_DATA UNDER STUDY:_

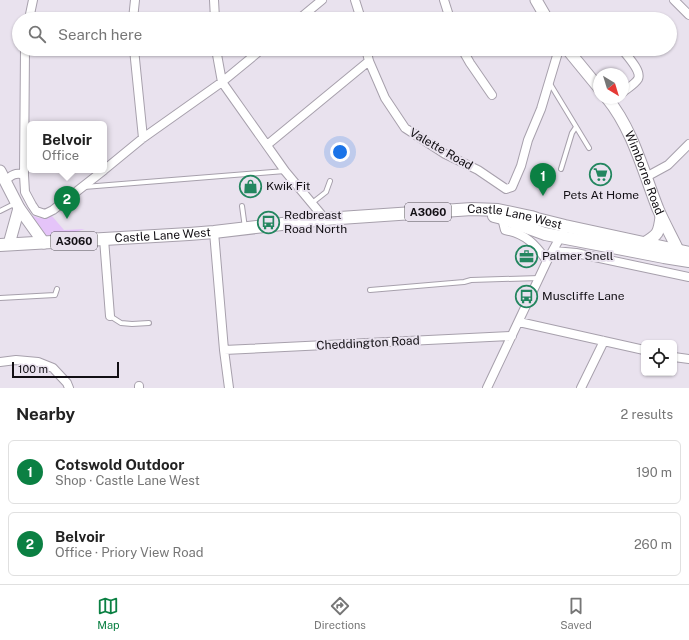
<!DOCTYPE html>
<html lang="en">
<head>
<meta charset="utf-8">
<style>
  body { margin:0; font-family:"Public Sans",sans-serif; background:#f6f6f6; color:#222 }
  .controls { position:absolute; right:12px; bottom:12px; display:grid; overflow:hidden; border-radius:6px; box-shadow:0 1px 3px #0004 }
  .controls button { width:36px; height:36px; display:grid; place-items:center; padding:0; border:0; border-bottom:1px solid #e0e0e0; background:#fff; color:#222; font:20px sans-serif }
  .compass { position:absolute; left:593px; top:68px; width:36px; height:36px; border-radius:50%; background:#fff; box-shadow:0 1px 3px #0004; rotate:142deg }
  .scale { position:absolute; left:12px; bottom:10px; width:107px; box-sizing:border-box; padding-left:4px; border:2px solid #120f14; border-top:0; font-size:11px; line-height:14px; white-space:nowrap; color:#120f14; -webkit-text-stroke:3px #e9e2ee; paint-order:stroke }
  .you { position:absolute; left:340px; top:152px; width:14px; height:14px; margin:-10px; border:3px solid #fff; border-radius:50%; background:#1a73e8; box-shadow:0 0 0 6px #1a73e833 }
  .badge { display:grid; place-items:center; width:26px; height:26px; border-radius:50%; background:#0b8043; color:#fff; font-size:13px; font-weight:700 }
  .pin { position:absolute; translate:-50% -33px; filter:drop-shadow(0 1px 2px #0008) }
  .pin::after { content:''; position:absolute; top:21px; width:14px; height:12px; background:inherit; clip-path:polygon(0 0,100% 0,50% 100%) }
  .popup { position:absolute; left:27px; top:121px; width:80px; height:52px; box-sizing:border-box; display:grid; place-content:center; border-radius:6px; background:#fff; filter:drop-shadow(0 1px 3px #0005); font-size:13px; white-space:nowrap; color:#767676 }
  .popup b { font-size:15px; color:#222 }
  .popup::after { content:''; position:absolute; left:50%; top:100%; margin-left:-8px; border:8px solid transparent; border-top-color:#fff }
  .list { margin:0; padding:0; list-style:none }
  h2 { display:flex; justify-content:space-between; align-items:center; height:52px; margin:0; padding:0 16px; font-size:17px }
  h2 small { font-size:13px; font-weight:400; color:#767676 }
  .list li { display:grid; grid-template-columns:26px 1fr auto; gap:12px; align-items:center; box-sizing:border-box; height:64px; margin:0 8px 8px; padding:0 8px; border:1px solid #e0e0e0; border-radius:6px }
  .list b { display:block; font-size:15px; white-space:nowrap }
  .list p { margin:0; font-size:13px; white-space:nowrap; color:#767676 }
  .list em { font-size:13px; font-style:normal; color:#767676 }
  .icon { flex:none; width:22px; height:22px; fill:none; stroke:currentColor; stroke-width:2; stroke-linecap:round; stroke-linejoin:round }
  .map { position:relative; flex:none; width:689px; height:388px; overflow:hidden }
  .search { position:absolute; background:#fff; box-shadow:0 1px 3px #0004; left:12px; right:12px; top:12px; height:44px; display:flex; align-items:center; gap:10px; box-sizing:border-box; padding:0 14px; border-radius:22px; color:#767676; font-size:15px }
  .sheet { height:196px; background:#fff }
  nav { display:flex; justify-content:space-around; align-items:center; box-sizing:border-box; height:56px; border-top:1px solid #e0e0e0; background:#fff; font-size:11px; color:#767676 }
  nav a { display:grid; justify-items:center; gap:2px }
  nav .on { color:#0b8043 }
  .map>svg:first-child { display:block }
</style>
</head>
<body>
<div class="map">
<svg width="689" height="388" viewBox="0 0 689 388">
  <rect width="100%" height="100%" fill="#e9e2ee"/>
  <path fill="#e5c4f9" d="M31 215 39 218 52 216 64 230 85 229 66 235 44 236 29 218Z"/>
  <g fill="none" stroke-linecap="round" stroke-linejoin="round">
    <defs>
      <path id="lane" d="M549 82 589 148
        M561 169 572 133 576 127
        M84 187 285 171
        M312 203 326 192 330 181
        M242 206 245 228
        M0 211 16 203
        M370 290 464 282 471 280 540 278
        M0 298 55 295 57 289
        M110 316 121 323 132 324 149 323"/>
      <path id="street" d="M214 0 215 19
        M355 0 361 19
        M444 0 450 19
        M674 0 689 15
        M29 19 33 0
        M133 19 135 0
        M299 19 322 0
        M25 49 24 175 25 192 32 205 36 211 45 214 53 210 104 170
        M134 49 143 138
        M216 49 222 82 285 171 325 219
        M366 49 369 61 385 98 405 128 445 154 478 170 506 189 512 187 521 166 528 140 541 109 559 49
        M462 49 470 63 492 95
        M622 49C627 56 642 71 638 79 635 84 628 88 623 92
        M267 145 369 61
        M104 170 143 138 222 82 262 49
        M646 177 668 165 689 144
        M5 181C11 175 16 172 24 175
        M502 218 505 230C526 234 535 244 547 261
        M214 232 224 350 229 388
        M104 239 110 316
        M554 251 576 253 689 277
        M519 322 644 350
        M224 350 512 336
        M674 357 689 359
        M0 362 16 360 38 362 53 368 67 383 69 388
        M139 386V388
        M487 388 547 261 562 234
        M581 388 604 341"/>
      <g id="secondary">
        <path d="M536 0 547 19"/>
        <path d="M567 49 599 88"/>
        <path id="s1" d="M607 98C633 130 643 171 658 209 664 223 672 237 678 250L677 257"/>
        <path d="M0 171 19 208 44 243"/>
        <path d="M644 243C658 235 659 233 661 217"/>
        <path d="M9 244 19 208"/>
      </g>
      <g id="primary">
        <path d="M494 216 502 218 545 234 664 257 689 261"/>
        <path id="s2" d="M0 245 104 239 189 234 214 232 325 219 472 209 498 210 531 217 537 219 565 226 689 253"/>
      </g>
    </defs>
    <use href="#lane" stroke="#a7a0ac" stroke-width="6"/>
    <use href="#street" stroke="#a7a0ac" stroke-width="10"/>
    <use href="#secondary" stroke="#a7a0ac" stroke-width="13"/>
    <use href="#primary" stroke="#a7a0ac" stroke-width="14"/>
    <use href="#lane" stroke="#fff" stroke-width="4"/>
    <use href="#street" stroke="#fff" stroke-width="8"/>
    <use href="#secondary" stroke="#fff" stroke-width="11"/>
    <use href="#primary" stroke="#fff" stroke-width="12"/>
  </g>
  <defs>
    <symbol id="supermarket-ring" viewBox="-11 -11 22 22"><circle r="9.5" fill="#e9e2ee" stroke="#23865f" stroke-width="1.5"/><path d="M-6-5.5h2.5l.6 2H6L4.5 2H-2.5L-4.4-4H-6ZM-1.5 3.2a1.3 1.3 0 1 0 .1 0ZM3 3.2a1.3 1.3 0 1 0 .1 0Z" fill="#23865f"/></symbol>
    <symbol id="shop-ring" viewBox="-11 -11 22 22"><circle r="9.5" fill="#e9e2ee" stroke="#23865f" stroke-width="1.5"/><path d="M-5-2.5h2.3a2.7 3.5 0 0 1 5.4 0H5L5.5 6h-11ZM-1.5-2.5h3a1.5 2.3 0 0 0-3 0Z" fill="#23865f"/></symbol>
    <symbol id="bus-ring" viewBox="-11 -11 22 22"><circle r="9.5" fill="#e9e2ee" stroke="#23865f" stroke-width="1.5"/><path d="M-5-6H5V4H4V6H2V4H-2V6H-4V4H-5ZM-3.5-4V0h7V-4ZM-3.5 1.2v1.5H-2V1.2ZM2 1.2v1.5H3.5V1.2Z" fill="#23865f"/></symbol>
    <symbol id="office-ring" viewBox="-11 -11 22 22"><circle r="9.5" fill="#e9e2ee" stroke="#23865f" stroke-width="1.5"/><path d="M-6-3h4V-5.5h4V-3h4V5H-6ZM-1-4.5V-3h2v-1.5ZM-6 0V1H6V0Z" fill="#23865f"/></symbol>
  </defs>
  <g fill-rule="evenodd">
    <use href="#supermarket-ring" x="588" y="162" width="25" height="25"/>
    <use href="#shop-ring" x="238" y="174" width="25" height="25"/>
    <use href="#bus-ring" x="256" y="210" width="25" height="25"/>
    <use href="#office-ring" x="514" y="244" width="25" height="25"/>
    <use href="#bus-ring" x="514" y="284" width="25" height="25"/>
  </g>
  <g text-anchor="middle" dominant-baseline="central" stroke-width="4" stroke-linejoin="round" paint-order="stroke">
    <g fill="#e9e2ee" stroke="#524e55" stroke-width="1">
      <rect x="405" y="203" width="46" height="18" rx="3"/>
      <rect x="51" y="232" width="46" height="18" rx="3"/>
    </g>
    <g font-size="11" font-weight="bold" fill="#120f14">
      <text x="428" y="212">A3060</text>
      <text x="74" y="241">A3060</text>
    </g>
    <g font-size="12" fill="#120f14" stroke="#e9e2ee">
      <text transform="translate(441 149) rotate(30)">Valette Road</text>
      <text stroke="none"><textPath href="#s1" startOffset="84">Wimborne Road</textPath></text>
      <text stroke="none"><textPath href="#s2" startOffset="517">Castle Lane West</textPath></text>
      <text stroke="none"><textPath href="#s2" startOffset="163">Castle Lane West</textPath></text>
      <text transform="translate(368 343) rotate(-3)">Cheddington Road</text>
    </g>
    <g font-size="12" fill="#120f14" stroke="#e9e2ee" text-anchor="start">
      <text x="266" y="186">Kwik Fit</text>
      <text x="601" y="195" text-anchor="middle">Pets At Home</text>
      <text x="284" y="215">Redbreast<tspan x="284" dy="14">Road North</tspan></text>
      <text x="542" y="256">Palmer Snell</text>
      <text x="542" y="296">Muscliffe Lane</text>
    </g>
  </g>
</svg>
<div class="controls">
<button><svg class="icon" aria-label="locate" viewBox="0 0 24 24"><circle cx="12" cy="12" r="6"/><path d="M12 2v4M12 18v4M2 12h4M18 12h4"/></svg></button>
</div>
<svg class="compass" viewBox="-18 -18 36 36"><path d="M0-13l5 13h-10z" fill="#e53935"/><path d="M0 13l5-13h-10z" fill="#767676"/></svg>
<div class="scale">100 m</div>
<div class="you"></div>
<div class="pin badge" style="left:543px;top:196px">1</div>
<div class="pin badge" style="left:67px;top:219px">2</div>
<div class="popup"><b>Belvoir</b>Office</div>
<div class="search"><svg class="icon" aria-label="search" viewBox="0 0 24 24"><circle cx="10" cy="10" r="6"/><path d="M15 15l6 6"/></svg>Search here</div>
</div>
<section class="sheet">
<h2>Nearby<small>2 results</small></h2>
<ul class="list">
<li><span class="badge">1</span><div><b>Cotswold Outdoor</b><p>Shop · Castle Lane West</p></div><em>190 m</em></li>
<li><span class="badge">2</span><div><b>Belvoir</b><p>Office · Priory View Road</p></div><em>260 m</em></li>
</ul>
</section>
<nav>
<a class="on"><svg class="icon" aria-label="map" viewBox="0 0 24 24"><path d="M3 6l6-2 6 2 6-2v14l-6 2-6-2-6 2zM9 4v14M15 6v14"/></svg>Map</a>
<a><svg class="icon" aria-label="directions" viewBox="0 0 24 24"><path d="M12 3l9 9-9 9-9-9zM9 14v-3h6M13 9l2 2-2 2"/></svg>Directions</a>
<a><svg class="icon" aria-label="saved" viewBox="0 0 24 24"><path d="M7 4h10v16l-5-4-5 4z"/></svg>Saved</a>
</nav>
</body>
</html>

_EXERCISE DIRECTIONS:_
List every line above containing the word "scale".

_YOUR SOLUTION:_
  .scale { position:absolute; left:12px; bottom:10px; width:107px; box-sizing:border-box; padding-left:4px; border:2px solid #120f14; border-top:0; font-size:11px; line-height:14px; white-space:nowrap; color:#120f14; -webkit-text-stroke:3px #e9e2ee; paint-order:stroke }
<div class="scale">100 m</div>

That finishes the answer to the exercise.